3. Insights are derived from both quantitative & qualitative methods

Structured, quantitative tenders will only serve to get a shortlist of qualified suppliers. Touching the products or meeting the people delivering the services can make or break the selection. It’s the icing on the cake.

Good research plans have a deliberate balance between quantitative & qualitative research methods. Deciding which to use & when ensures insights are powerful and relevant.

4. It’s all for nothing if the you can’t influence decision makers

Stakeholders tend to vary in tender projects and there are usually competing objectives. Budgets versus quality can be an issue. A strong ability to influence through communication & interpersonal skills is key to getting a final, negotiated contract.

Clients or stakeholders tend to want research to back up their ideas. A strong ability to influence through communication & interpersonal skills is key to getting an insight actioned. After all the researcher is rarely held responsible for the decisions made.

5. Oh wait, it’s all for nothing if you can’t manage multiple perspectives & agendas

Competing stakeholder objectives can make agreeing impossible. The key to success is balancing the needs of budget holders with users or technical people. It involves a lot of management of stakeholder expectation & perspectives.
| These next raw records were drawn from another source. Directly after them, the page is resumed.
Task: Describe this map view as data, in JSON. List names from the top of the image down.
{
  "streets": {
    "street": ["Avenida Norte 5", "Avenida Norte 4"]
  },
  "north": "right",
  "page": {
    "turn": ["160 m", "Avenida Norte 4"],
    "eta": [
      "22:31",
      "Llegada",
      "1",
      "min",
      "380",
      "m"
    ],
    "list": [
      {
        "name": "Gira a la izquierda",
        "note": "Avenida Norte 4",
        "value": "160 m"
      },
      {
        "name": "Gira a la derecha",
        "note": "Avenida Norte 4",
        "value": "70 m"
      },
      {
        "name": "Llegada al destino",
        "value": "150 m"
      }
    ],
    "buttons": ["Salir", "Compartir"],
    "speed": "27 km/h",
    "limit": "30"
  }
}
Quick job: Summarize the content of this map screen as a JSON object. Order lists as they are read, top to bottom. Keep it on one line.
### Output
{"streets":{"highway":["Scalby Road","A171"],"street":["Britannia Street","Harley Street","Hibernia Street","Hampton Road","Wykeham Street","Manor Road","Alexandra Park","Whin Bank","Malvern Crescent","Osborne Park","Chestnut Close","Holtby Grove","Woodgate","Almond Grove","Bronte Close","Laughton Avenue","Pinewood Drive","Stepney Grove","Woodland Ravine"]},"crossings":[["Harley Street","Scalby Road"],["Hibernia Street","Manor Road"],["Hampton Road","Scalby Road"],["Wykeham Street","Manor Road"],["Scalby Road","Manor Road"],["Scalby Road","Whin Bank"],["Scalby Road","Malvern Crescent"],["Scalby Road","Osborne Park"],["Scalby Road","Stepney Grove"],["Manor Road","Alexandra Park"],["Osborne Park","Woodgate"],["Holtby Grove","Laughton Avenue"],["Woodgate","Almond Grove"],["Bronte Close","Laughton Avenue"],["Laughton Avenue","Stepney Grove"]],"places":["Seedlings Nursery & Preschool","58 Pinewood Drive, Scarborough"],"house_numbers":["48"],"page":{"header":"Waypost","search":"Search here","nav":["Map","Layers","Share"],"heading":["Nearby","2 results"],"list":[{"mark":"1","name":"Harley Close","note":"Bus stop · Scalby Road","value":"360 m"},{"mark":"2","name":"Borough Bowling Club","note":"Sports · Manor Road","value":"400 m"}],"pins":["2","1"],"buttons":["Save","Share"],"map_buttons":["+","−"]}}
Ever told a creative person their work wasn’t liked in research? It’s hard & doesn’t make you friends. Understanding the rational or emotional perspectives & agendas makes influencing much more effective.

6. I’ve done both

Years of strategic souring experience around the world, in many industries & in almost all categories makes me a better & more dynamic researcher. I hope this article has explained a little more how success in procurement/ strategic sourcing roles is the same as success in customer insights & market research.

Briar Harte is a London based Market Researcher with experience in quantitative & qualitative methods, from both the client & the agency side. Her skills are built from a variety of business contexts. It’s eclectic & valuable to the organisations she works with. Check out more at or follow her exploring the world @briarexplores on Twitter and Instagram.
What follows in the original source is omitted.